The ownership of the Cowiche Store in Old Cowychee began in 1889 when Lafe Masters built a store on the 15 acres purchased from Anson White. The store faced north, its face to Cowiche Mill Road. William Schenck bought and operated the store next when it was yet the only store and post office in the whole Cowiche Valley. In 1902, Archie Rightmire and family moved to Cowiche and in 1903, bought the store from Schenck and became post master. Rightmire moved the store to face east and added onto the very small store thereafter. Rightmire sold the store to B.F. McCoy who sold it a year later to Will Foster and Frank Cull. Rightmire renamed the Rightmire Store. In 1925, Rightmire moved the store to a new location in Cowiche City across the road from Cowiche Growers.
In 1884, Mrs. Elizabeth Loudon came to the Cowiche Valley from New Zealand with her husband William and three sons to establish a homestead. Her husband died a few months after their arrival and four months later, she gave birth to her fourth son. She continued on the farm and began delivering the milk she got from their dairy herd to Yakima. Some years later, she married Colin Carmichael, an early hop buyer and moved to California. Carmichael died shortly thereafter and she returned to Yakima. Determined to start a creamery, she began the Yakima City Creamery. Carmichael and Maid O-Clover were brands she used on her products.
Cowiche Growers was in its first year as a cooperative by January 1922. At that time, it had three growers in charge: Asa Schwartz, Jacob Strausz and Arthur Strausz.
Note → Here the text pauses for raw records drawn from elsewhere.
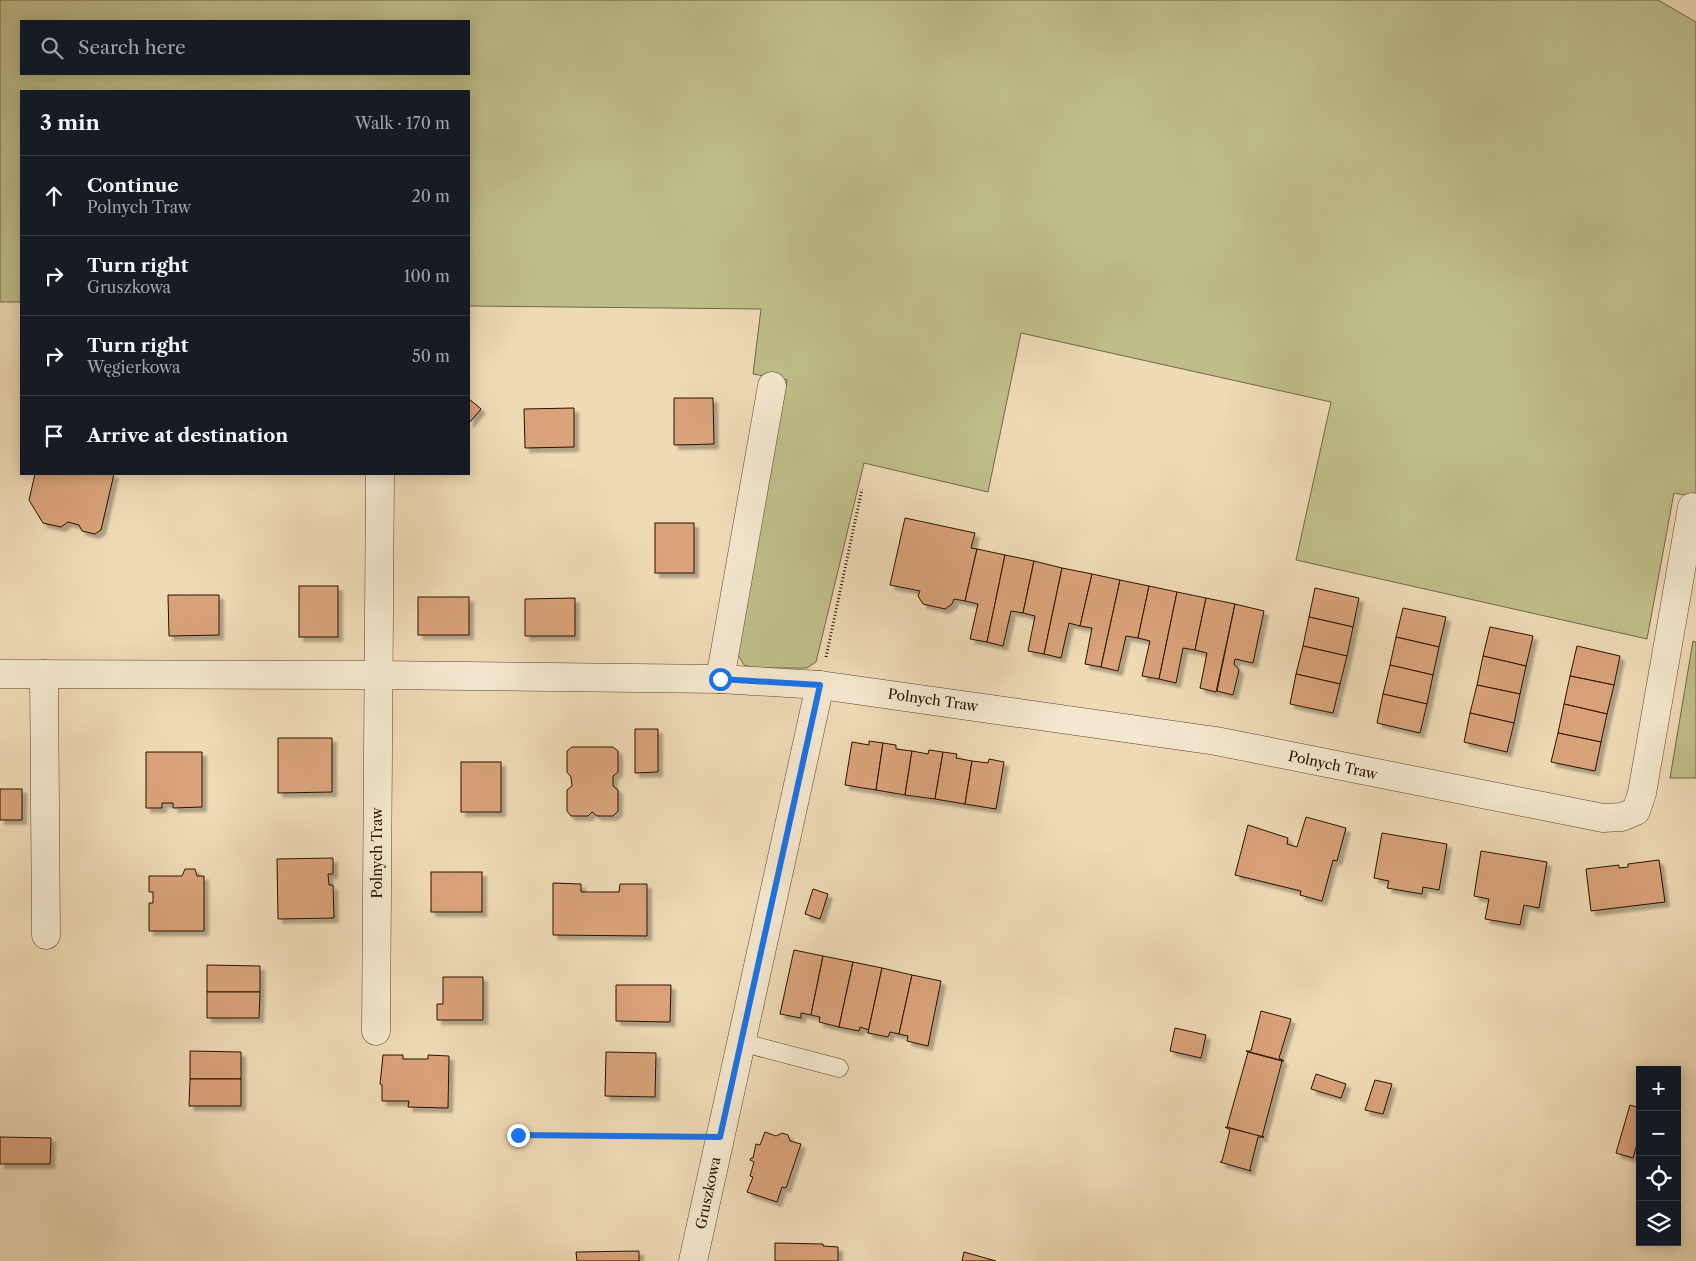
<!DOCTYPE html>
<html lang="en">
<head>
<meta charset="utf-8">
<style>
	:root { --surface:#171b24; --page:#242831; --text:#f1f3f6; --muted:#9ea1a6; --line:#363941 }
	body { margin:0; font-family:"Libre Caslon Text",serif; background:var(--page); color:var(--text) }
	.controls { position:absolute; right:15px; bottom:15px; display:grid; overflow:hidden; border-radius:0px; box-shadow:0 2px 12px #0003 }
	.controls button { width:45px; height:45px; display:grid; place-items:center; padding:0; border:0; border-bottom:1px solid var(--line); background:var(--surface); color:var(--text); font:25px sans-serif }
	.stop { position:absolute; width:15px; height:15px; margin:-11px; border:4px solid #1a73e8; border-radius:50%; background:#fff }
	.stop.end { background:#1a73e8; border-color:#fff; box-shadow:0 1px 5px #0008 }
	.list { margin:0; padding:0; list-style:none }
	h2 { display:flex; justify-content:space-between; align-items:center; height:65px; margin:0; padding:0 20px; font-size:21px }
	h2 small { font-size:16px; font-weight:400; color:var(--muted) }
	.list li { display:grid; grid-template-columns:32px 1fr auto; gap:15px; align-items:center; box-sizing:border-box; height:80px; padding:0 20px; border-top:1px solid var(--line) }
	.list b { display:block; font-size:19px; white-space:nowrap }
	.list p { margin:0; font-size:16px; white-space:nowrap; color:var(--muted) }
	.list em { font-size:16px; font-style:normal; color:var(--muted) }
	.icon { flex:none; width:28px; height:28px; fill:none; stroke:currentColor; stroke-width:2; stroke-linecap:round; stroke-linejoin:round }
	.map { position:relative; flex:none; width:1696px; height:1261px; overflow:hidden }
	.search { position:absolute; background:var(--surface); box-shadow:0 2px 12px #0003; left:20px; top:20px; width:450px; height:55px; display:flex; align-items:center; gap:12px; box-sizing:border-box; padding:0 18px; border-radius:0px; color:var(--muted); font-size:19px }
	.panel { position:absolute; background:var(--surface); box-shadow:0 2px 12px #0003; left:20px; top:90px; width:450px; height:385px; border-radius:0px }
	.map>svg:first-child { display:block }
</style>
</head>
<body>
<div class="map">
<svg width="1696" height="1261" viewBox="0 0 1696 1261">
	<defs>
		<filter id="shadow"><feDropShadow dx="4.5" dy="4.5" stdDeviation="1" flood-color="#0004"/></filter>
	</defs>
	<rect width="100%" height="100%" fill="#eedab5"/>
	<filter id="stains"><feTurbulence type="fractalNoise" baseFrequency=".004" numOctaves="4"/><feColorMatrix values="0 0 0 0 .2 0 0 0 0 .09 0 0 0 0 .02 0 0 0 .5 -.17"/></filter>
	<radialGradient id="worn" r=".72"><stop offset=".6" stop-color="#630" stop-opacity="0"/><stop offset="1" stop-color="#630" stop-opacity=".3"/></radialGradient>
	<g fill="#bfbe8a" stroke="#746745" fill-rule="evenodd">
		<path d="M0,0h1658l38,22v475l-22,-4 -27,146 -351,-79 35,-158 -310,-69 -33,159 -124,-29 -48,199 -9,6h-52l-11,-3 -7,-12 50,-273 -34,-6 8,-65 -292,-3v-215h-448v211h-21zM21,21h448v53h-448z"/>
		<polygon points="1693,641 1696,642 1696,778 1670,778"/>
	</g>
	<g fill="#daa27a" stroke="#291000" filter="url(#shadow)">
		<polygon points="674,398 713,398 714,444 674,445"/>
		<polygon points="469,399 481,409 469,423"/>
		<polygon points="574,408 574,447 525,448 524,409"/>
		<polygon points="35,474 114,474 101,530 95,534 82,531 79,525 68,522 61,527 43,523 29,500"/>
		<polygon points="905,518 975,533 971,548 977,549 965,601 954,599 952,604 945,609 923,604 918,596 920,591 890,585"/>
		<rect x="655" y="523" width="39" height="50"/>
		<polygon points="977,549 1005,555 987,642 970,639 978,604 965,601"/>
		<polygon points="1005,555 1034,561 1023,613 1011,611 1003,646 987,642"/>
		<polygon points="1034,561 1062,568 1044,654 1028,651 1035,616 1023,613"/>
		<polygon points="1062,568 1092,574 1080,626 1069,623 1061,658 1044,654"/>
		<polygon points="1092,574 1120,580 1101,667 1085,664 1092,628 1080,626"/>
		<polygon points="1120,580 1149,586 1138,638 1126,636 1118,671 1101,667"/>
		<rect x="299" y="586" width="39" height="51"/>
		<polygon points="1149,586 1177,592 1159,679 1142,676 1150,641 1138,638"/>
		<polygon points="1315,588 1359,598 1353,627 1309,617"/>
		<polygon points="1177,592 1206,598 1195,650 1183,648 1176,683 1159,679"/>
		<polygon points="168,595 219,595 219,635 169,636"/>
		<rect x="418" y="597" width="51" height="38"/>
		<polygon points="575,598 575,636 525,636 525,599"/>
		<polygon points="1206,598 1235,604 1216,692 1200,688 1207,653 1195,650"/>
		<polygon points="1235,604 1264,611 1253,663 1235,659 1234,664 1239,670 1233,695 1217,691"/>
		<polygon points="1403,608 1446,617 1439,647 1396,637"/>
		<polygon points="1309,617 1353,627 1347,656 1303,646"/>
		<polygon points="1490,627 1533,636 1526,666 1483,656"/>
		<polygon points="1396,637 1439,647 1433,675 1390,665"/>
		<polygon points="1303,646 1347,656 1340,684 1296,674"/>
		<polygon points="1577,646 1620,656 1614,685 1570,676"/>
		<polygon points="1483,656 1526,666 1520,694 1477,685"/>
		<polygon points="1390,665 1433,675 1427,704 1383,694"/>
		<polygon points="1296,674 1340,684 1333,713 1290,704"/>
		<polygon points="1570,676 1614,685 1607,714 1564,704"/>
		<polygon points="1477,685 1520,694 1514,723 1470,713"/>
		<polygon points="1383,694 1427,704 1420,733 1377,723"/>
		<polygon points="1564,704 1607,714 1601,742 1558,733"/>
		<polygon points="1470,713 1514,723 1507,752 1464,742"/>
		<polygon points="635,729 658,729 658,772 635,773"/>
		<polygon points="1558,733 1601,742 1595,771 1551,762"/>
		<polygon points="278,738 332,738 332,792 278,793"/>
		<polygon points="869,741 883,743 876,790 845,785 852,742 869,745"/>
		<polygon points="883,743 896,745 896,749 912,751 905,795 876,790"/>
		<polygon points="572,747 613,747 618,751 618,772 613,776 613,786 618,790 618,811 613,816 597,816 592,812 588,816 571,816 567,811 567,790 572,786 571,777 567,772 567,751"/>
		<polygon points="929,750 943,752 935,799 905,795 912,751 928,754"/>
		<polygon points="146,752 202,752 202,807 173,808 173,803 162,803 162,808 146,808"/>
		<polygon points="943,752 957,754 956,758 972,761 965,804 935,799"/>
		<polygon points="989,759 1004,762 996,809 965,804 972,761 988,763"/>
		<rect x="461" y="762" width="40" height="50"/>
		<rect x="0" y="789" width="22" height="31"/>
		<polygon points="1306,817 1346,828 1337,861 1333,860 1322,901 1300,895 1301,891 1235,875 1248,825 1288,838 1287,844 1297,847"/>
		<polygon points="1382,833 1447,844 1439,890 1423,887 1422,894 1387,888 1389,881 1374,878"/>
		<polygon points="1481,851 1547,862 1539,908 1524,905 1520,925 1485,919 1489,899 1474,896"/>
		<polygon points="333,858 333,874 328,874 329,885 333,885 334,918 278,919 277,859"/>
		<polygon points="1659,860 1665,902 1591,911 1586,869 1619,865 1619,868 1628,867 1628,864"/>
		<polygon points="185,869 195,869 197,876 204,876 204,931 149,931 149,903 153,903 153,892 149,892 149,876 182,876"/>
		<rect x="431" y="872" width="51" height="40"/>
		<polygon points="553,883 581,884 581,892 619,892 620,884 647,884 647,936 553,935"/>
		<polygon points="813,889 828,894 820,919 805,914"/>
		<polygon points="794,950 823,956 811,1015 801,1013 801,1018 780,1014"/>
		<polygon points="823,956 853,962 839,1027 819,1022 820,1017 811,1015"/>
		<polygon points="853,962 882,968 868,1033 869,1030 860,1027 859,1031 839,1027"/>
		<polygon points="207,965 260,966 260,992 207,992"/>
		<polygon points="882,968 912,975 899,1034 890,1032 888,1037 868,1033"/>
		<polygon points="912,975 941,981 928,1046 907,1041 908,1036 899,1034"/>
		<polygon points="443,977 483,977 483,1020 437,1020 437,1004 443,1004"/>
		<polygon points="616,985 671,985 670,1022 616,1021"/>
		<polygon points="207,992 260,992 259,1018 207,1018"/>
		<polygon points="1261,1011 1291,1019 1279,1058 1284,1061 1246,1051 1251,1051"/>
		<polygon points="1175,1028 1206,1035 1201,1058 1170,1051"/>
		<polygon points="190,1051 241,1052 241,1079 190,1079"/>
		<polygon points="606,1052 656,1053 655,1097 605,1096"/>
		<polygon points="1248,1052 1282,1061 1262,1137 1227,1127"/>
		<polygon points="383,1055 403,1055 403,1059 428,1059 428,1055 449,1056 448,1108 408,1107 409,1101 382,1101 382,1085 380,1084"/>
		<polygon points="1316,1074 1346,1084 1341,1098 1311,1089"/>
		<polygon points="190,1079 241,1079 241,1106 189,1106"/>
		<polygon points="1375,1080 1392,1084 1383,1114 1365,1110"/>
		<polygon points="1630,1105 1640,1108 1640,1134 1633,1158 1616,1153"/>
		<polygon points="1225,1127 1264,1137 1258,1137 1250,1169 1251,1171 1220,1162 1222,1161 1230,1130"/>
		<polygon points="765,1132 776,1136 782,1133 788,1135 790,1141 801,1144 786,1188 782,1187 777,1202 747,1192 753,1177 750,1176 754,1162 750,1160 751,1158 753,1158 756,1144 760,1145"/>
		<polygon points="0,1137 51,1138 50,1164 0,1164"/>
		<polygon points="775,1243 823,1244 823,1246 838,1247 838,1261 775,1261"/>
		<polygon points="639,1251 639,1261 577,1261 576,1252"/>
		<polygon points="964,1252 996,1261 962,1261"/>
	</g>
	<g fill="none" stroke-linecap="round" stroke-linejoin="round">
		<g stroke="#5a422d" stroke-width="19">
			<polyline id="lane" points="740,1042 839,1068"/>
		</g>
		<g stroke="#5a422d" stroke-width="29">
			<g id="street">
				<polyline points="0,674 377,675 720,679 820,685 1216,741 1603,818 1622,817 1636,811 1642,793 1692,507"/>
				<polyline points="44,674 46,935"/>
				<polyline points="720,679 772,386"/>
				<polyline points="376,1031 380,474"/>
				<polyline points="693,1261 820,685"/>
			</g>
		</g>
		<g stroke="#291000" stroke-width="3" stroke-dasharray="1 2.5" stroke-linecap="butt">
			<polyline points="826,657 862,489"/>
			<polyline points="518,1135 691,1137"/>
		</g>
		<use href="#lane" stroke="#f4e7cf" stroke-width="18"/>
		<use href="#street" stroke="#f4e7cf" stroke-width="28"/>
	</g>
	<g fill="none" stroke-linecap="round" stroke-linejoin="round">
		<polyline stroke="#1a73e8" stroke-width="6" points="518,1135 720,1137 820,685 720,679"/>
	</g>
	<g text-anchor="middle" stroke-width="4" stroke-linejoin="round" paint-order="stroke">
		<g font-size="14" fill="#291000" stroke="#f4e7cf">
			<text transform="translate(933 700) rotate(8)" y="5">Polnych Traw</text>
			<text transform="translate(1333 765) rotate(12)" y="5">Polnych Traw</text>
			<text transform="translate(377 853) rotate(-90)" y="5">Polnych Traw</text>
			<text transform="translate(708 1193) rotate(-78)" y="5">Gruszkowa</text>
		</g>
	</g>
	<rect width="100%" height="100%" filter="url(#stains)"/>
	<rect width="100%" height="100%" fill="url(#worn)"/>
</svg>
<div class="controls">
<button>+</button>
<button>−</button>
<button><svg class="icon" aria-label="locate" viewBox="0 0 24 24"><circle cx="12" cy="12" r="6"/><path d="M12 2v4M12 18v4M2 12h4M18 12h4"/></svg></button>
<button><svg class="icon" aria-label="layers" viewBox="0 0 24 24"><path d="M12 4l9 5-9 5-9-5zM3 14l9 5 9-5"/></svg></button>
</div>
<div class="stop" style="left:720px;top:679px"></div>
<div class="stop end" style="left:518px;top:1135px"></div>
<div class="search"><svg class="icon" aria-label="search" viewBox="0 0 24 24"><circle cx="10" cy="10" r="6"/><path d="M15 15l6 6"/></svg>Search here</div>
<section class="panel">
<h2>3 min<small>Walk · 170 m</small></h2>
<ul class="list">
<li><svg class="icon" aria-label="ahead" viewBox="0 0 24 24"><path d="M12 20V5M6 11l6-6 6 6"/></svg><div><b>Continue</b><p>Polnych Traw</p></div><em>20 m</em></li>
<li><svg class="icon" aria-label="right" viewBox="0 0 24 24"><path d="M7 20v-9h11M14 6l5 5-5 5"/></svg><div><b>Turn right</b><p>Gruszkowa</p></div><em>100 m</em></li>
<li><svg class="icon" aria-label="right" viewBox="0 0 24 24"><path d="M7 20v-9h11M14 6l5 5-5 5"/></svg><div><b>Turn right</b><p>Węgierkowa</p></div><em>50 m</em></li>
<li><svg class="icon" aria-label="arrive" viewBox="0 0 24 24"><path d="M6 21V4h12l-3 4 3 4H6"/></svg><div><b>Arrive at destination</b></div></li>
</ul>
</section>
</div>
</body>
</html>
These three men went to Yakima National Bank and signed a note for $100/acre of their land bearing fruit with them guaranteeing delivery to Cowiche Growers, for which they received stock in the co-op. The first building of the Cowiche Growers was 50 x 100 feet with a basement. The office was a balcony over the south end of the packing room, with office furniture being a safe, a desk, modest beginnings of this farmer owned cooperative.
William Schenck came to Cowiche from Michigan in the late 1800's where he built a store/post office building in Old Cowiche on land he bought from Lafe Masters, a homesteader already in this area. This building was on 15 acres of Anson White's land at the corner of Cowiche Mill Road and Old Pioneer Way. He sold this store to Archie Rightmire and bought the Stevenson Ranch and then the Crawford Ranch. He later took his construction ability to Tieton where he built another store/post office in 1910. He sold the two-story Tieton building to Fred Crum and Truman Jeffery and in 1917, the original store was dismantled. Between 1903-1909 William Schenck and his wife Emma lost four daughters to death and in 1912 Emma divorced William and he sold out and returned to Michigan.
Image Caption: #1 is Rightmire Store, #2 is Rightmire House, #3 Lumber Yard, #4 Modern Woodsman Hall. #5 Telephone office.